Exercise details: Transcribe each entry exactly as it appears, leaving out any picture it holds.

Data extracts:
..........
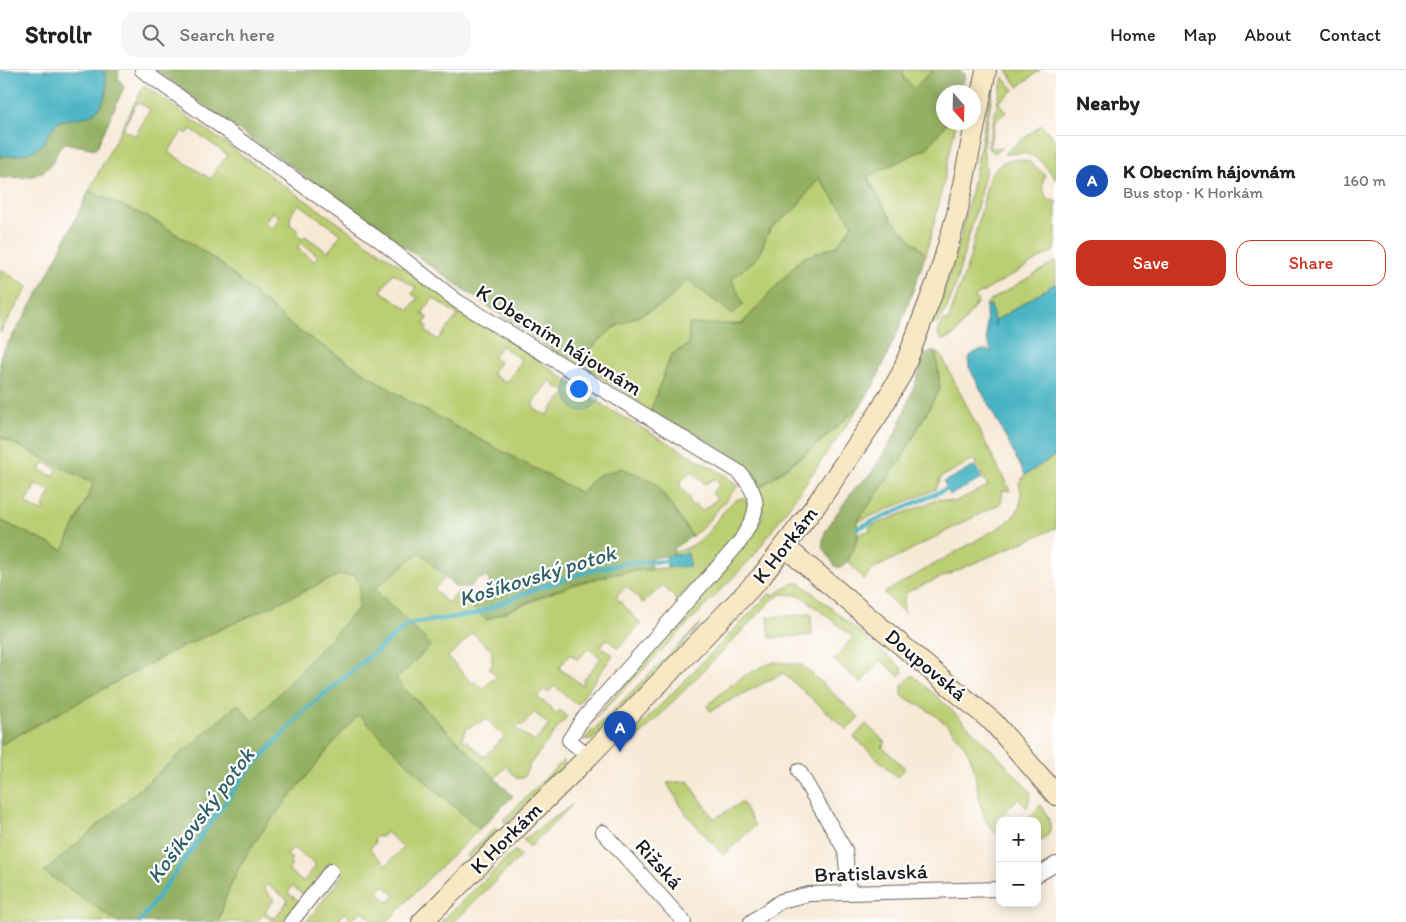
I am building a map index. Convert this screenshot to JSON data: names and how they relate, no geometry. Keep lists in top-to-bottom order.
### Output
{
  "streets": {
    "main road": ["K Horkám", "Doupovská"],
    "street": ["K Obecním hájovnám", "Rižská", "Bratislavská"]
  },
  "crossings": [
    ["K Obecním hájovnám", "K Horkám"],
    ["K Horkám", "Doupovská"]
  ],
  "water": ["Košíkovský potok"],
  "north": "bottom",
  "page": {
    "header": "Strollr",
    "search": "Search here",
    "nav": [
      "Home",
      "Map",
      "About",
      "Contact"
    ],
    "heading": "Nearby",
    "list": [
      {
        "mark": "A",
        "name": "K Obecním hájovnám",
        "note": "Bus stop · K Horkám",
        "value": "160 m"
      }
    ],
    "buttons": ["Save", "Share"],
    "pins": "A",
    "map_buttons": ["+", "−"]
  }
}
..........
Your response:
I am building a map index. Convert this screenshot to JSON data: names and how they relate, no geometry. Keep lists in top-to-bottom order.
### Output
{
  "streets": {
    "main road": ["K Horkám", "Doupovská"],
    "street": ["K Obecním hájovnám", "Rižská", "Bratislavská"]
  },
  "crossings": [
    ["K Obecním hájovnám", "K Horkám"],
    ["K Horkám", "Doupovská"]
  ],
  "water": ["Košíkovský potok"],
  "north": "bottom",
  "page": {
    "header": "Strollr",
    "search": "Search here",
    "nav": [
      "Home",
      "Map",
      "About",
      "Contact"
    ],
    "heading": "Nearby",
    "list": [
      {
        "mark": "A",
        "name": "K Obecním hájovnám",
        "note": "Bus stop · K Horkám",
        "value": "160 m"
      }
    ],
    "buttons": ["Save", "Share"],
    "pins": "A",
    "map_buttons": ["+", "−"]
  }
}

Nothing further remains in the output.